The Ormsby Review

The Ormsby Review: San Josef

734 Destination Danish colony
Reviewed by Valerie Green, January 30, 2020

Extract

Although I have lived on Vancouver Island for over forty years, I have never travelled farther north than Port Hardy. All I knew of San Josef and Cape Scott at the northern tip of the island was from historical research into the early Danish settlement there, and from my husband and son’s description when they hiked there a few years ago in what is today known as Cape Scott Provincial Park.

Reading Harold Macy’s book San Josef was a remarkable education for me.
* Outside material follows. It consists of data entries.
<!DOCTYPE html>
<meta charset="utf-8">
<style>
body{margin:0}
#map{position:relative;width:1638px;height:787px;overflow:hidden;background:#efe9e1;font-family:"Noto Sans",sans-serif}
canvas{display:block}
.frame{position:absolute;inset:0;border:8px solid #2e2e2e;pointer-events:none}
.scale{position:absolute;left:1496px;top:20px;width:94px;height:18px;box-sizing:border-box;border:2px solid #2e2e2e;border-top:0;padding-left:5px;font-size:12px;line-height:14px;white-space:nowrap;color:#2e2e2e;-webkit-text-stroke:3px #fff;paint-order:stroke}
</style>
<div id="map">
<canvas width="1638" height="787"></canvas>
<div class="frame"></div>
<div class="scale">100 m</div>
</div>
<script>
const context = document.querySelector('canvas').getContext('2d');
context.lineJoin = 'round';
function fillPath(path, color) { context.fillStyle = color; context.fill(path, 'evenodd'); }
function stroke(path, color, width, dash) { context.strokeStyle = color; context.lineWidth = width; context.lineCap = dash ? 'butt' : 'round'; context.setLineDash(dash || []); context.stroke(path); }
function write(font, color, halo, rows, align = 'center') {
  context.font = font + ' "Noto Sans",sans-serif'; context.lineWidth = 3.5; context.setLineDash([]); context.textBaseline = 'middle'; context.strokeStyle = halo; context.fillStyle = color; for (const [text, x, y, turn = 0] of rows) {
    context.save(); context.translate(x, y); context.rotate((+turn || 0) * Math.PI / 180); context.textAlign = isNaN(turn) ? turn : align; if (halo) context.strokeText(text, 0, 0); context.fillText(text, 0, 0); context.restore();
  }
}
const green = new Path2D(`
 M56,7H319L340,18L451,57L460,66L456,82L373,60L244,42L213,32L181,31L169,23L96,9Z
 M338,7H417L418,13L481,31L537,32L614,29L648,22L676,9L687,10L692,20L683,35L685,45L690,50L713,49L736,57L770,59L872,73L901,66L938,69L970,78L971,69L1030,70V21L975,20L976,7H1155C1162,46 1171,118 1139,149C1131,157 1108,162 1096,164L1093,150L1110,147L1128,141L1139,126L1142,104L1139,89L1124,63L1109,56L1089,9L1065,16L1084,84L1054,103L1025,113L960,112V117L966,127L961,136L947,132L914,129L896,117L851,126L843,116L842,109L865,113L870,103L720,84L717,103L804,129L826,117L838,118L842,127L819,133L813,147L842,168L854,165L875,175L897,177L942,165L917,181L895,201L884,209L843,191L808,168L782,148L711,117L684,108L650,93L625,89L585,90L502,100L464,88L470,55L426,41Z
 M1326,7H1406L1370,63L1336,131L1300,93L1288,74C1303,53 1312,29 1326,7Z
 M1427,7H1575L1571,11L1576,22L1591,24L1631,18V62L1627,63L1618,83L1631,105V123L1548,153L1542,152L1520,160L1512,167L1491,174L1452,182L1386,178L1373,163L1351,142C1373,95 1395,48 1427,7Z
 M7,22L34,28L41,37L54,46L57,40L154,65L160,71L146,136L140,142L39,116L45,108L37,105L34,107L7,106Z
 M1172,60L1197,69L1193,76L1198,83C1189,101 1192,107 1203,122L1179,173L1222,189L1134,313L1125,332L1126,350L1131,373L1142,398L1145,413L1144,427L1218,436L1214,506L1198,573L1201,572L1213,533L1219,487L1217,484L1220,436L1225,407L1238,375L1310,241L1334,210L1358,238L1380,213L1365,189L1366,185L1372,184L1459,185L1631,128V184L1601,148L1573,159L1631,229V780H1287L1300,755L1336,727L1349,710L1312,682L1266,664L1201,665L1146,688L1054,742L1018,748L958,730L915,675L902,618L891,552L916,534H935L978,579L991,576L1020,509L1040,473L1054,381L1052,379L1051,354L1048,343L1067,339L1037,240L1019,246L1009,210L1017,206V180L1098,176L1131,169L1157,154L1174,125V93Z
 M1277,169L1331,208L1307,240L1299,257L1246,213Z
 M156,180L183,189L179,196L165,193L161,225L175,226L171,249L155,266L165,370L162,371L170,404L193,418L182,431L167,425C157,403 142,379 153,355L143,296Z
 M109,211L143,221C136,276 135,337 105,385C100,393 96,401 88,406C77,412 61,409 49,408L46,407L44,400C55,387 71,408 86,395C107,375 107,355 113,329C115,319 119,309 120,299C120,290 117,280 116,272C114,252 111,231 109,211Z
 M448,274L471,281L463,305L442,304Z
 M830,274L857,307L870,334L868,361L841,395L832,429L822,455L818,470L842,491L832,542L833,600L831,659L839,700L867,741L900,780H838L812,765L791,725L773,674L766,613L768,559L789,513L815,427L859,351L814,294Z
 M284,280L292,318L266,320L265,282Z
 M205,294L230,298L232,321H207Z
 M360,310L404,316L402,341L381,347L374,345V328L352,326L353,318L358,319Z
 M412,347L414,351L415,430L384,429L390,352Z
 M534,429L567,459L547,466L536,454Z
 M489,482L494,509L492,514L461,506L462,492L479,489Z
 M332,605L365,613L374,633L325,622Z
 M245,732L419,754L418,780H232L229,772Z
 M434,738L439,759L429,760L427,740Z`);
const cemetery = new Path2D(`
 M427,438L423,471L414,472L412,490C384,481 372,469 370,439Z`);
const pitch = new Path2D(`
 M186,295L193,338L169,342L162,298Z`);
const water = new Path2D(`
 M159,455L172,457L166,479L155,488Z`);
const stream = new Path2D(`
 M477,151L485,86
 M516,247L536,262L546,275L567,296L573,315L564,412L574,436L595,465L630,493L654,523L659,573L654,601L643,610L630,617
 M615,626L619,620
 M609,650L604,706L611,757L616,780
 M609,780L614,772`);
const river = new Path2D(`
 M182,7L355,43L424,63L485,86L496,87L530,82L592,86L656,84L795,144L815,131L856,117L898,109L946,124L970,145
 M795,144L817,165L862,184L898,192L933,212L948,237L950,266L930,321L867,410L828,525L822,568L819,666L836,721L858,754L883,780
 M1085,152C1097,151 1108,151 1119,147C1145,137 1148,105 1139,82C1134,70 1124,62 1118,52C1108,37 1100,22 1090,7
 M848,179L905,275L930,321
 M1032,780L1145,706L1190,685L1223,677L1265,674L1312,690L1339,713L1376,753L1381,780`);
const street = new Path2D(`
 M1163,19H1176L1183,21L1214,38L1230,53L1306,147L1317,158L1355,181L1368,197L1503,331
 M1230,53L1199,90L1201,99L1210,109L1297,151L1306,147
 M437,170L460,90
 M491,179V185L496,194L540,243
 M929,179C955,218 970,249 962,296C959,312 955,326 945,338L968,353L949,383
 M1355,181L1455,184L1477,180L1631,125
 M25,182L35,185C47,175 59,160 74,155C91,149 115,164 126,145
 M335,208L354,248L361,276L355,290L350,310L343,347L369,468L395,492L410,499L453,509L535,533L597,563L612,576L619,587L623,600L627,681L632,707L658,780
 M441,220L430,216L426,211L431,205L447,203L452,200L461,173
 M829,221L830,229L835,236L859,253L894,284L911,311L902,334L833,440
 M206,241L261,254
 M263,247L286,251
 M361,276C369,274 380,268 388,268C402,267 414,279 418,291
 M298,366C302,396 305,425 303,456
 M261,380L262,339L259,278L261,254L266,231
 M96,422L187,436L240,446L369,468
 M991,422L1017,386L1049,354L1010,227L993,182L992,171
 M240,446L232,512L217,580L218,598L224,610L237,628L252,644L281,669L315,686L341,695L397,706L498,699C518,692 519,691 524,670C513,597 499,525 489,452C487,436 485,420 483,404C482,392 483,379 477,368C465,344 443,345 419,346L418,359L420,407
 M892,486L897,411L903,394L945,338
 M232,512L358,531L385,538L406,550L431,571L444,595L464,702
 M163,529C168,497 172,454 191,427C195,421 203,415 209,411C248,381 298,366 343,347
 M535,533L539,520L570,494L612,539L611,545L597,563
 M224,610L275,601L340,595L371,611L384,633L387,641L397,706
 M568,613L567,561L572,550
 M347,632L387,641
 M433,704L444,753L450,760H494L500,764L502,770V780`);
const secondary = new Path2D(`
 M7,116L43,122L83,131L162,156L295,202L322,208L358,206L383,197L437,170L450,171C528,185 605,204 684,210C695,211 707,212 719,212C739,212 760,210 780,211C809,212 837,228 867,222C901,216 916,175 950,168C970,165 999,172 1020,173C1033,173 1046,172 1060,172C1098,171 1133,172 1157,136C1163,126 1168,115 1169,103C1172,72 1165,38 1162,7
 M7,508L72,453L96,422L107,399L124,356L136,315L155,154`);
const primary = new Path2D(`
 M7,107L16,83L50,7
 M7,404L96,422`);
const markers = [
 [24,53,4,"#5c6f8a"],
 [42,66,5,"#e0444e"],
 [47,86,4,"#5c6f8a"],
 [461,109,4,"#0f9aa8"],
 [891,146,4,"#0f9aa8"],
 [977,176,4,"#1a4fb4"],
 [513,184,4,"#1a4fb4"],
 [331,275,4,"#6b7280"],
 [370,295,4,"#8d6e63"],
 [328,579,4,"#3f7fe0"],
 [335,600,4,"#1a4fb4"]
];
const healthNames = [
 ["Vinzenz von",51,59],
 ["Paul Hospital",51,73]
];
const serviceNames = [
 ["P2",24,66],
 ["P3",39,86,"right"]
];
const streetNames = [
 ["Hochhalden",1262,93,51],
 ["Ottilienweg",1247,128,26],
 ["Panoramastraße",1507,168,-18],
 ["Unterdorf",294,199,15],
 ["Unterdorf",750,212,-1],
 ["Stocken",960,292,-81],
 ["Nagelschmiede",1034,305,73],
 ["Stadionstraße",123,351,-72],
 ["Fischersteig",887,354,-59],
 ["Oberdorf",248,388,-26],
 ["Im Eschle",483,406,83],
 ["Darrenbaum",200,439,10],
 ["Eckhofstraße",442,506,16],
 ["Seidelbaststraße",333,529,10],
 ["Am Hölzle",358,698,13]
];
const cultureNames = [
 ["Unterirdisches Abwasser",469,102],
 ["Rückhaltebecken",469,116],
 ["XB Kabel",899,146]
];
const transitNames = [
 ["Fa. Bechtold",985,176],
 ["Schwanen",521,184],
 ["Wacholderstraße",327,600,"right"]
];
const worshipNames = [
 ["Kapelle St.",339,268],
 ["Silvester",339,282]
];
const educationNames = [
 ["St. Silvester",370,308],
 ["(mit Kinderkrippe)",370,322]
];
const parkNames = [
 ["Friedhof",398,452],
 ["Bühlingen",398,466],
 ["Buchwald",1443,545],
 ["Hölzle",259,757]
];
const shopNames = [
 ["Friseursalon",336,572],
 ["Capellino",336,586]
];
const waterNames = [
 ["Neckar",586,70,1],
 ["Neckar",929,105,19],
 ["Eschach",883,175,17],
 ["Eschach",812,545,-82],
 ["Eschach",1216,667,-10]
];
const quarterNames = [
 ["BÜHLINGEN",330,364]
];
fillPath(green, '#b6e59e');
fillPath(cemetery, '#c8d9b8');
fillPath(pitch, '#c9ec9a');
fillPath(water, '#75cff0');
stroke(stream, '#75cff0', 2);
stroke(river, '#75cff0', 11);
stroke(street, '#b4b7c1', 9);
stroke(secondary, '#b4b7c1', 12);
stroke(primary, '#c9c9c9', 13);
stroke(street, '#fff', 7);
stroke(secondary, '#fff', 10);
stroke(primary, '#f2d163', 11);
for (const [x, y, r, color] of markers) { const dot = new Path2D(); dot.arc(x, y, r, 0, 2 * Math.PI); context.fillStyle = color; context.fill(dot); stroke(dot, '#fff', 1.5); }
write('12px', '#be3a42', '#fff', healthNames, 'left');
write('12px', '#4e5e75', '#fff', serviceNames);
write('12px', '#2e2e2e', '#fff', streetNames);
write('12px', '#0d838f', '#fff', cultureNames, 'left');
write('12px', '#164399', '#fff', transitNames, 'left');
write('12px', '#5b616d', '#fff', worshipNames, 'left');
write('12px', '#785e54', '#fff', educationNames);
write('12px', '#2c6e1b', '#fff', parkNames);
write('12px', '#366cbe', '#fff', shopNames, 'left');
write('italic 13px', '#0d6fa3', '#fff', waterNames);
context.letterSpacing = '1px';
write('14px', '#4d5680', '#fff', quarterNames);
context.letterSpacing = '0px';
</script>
His book places the reader into life as it must have been lived in that remote area in 1898. With the use of resilient and colourful characters plus a compelling descriptive text, Macy’s novel takes the reader into a completely different world. The book holds your attention from the beginning — as every good story should.

From the opening paragraph, the author grabs the reader’s interest by resolutely placing you in the location with his words “the conflict (between) the might of the Pacific against the sodden runoff from the forested hills and swamps of this north end of Vancouver Island.”

…Macy based this story on a legend reported in 1907 in the Victoria Colonist. He made it his own story with names, places, and dates changed. He has done his research well. Although San Josef is his first novel I hope it will not be his last. As a forester, now based in the Comox Valley, Harold Macy knows and understands the woods and has turned his expertise into a very readable novel.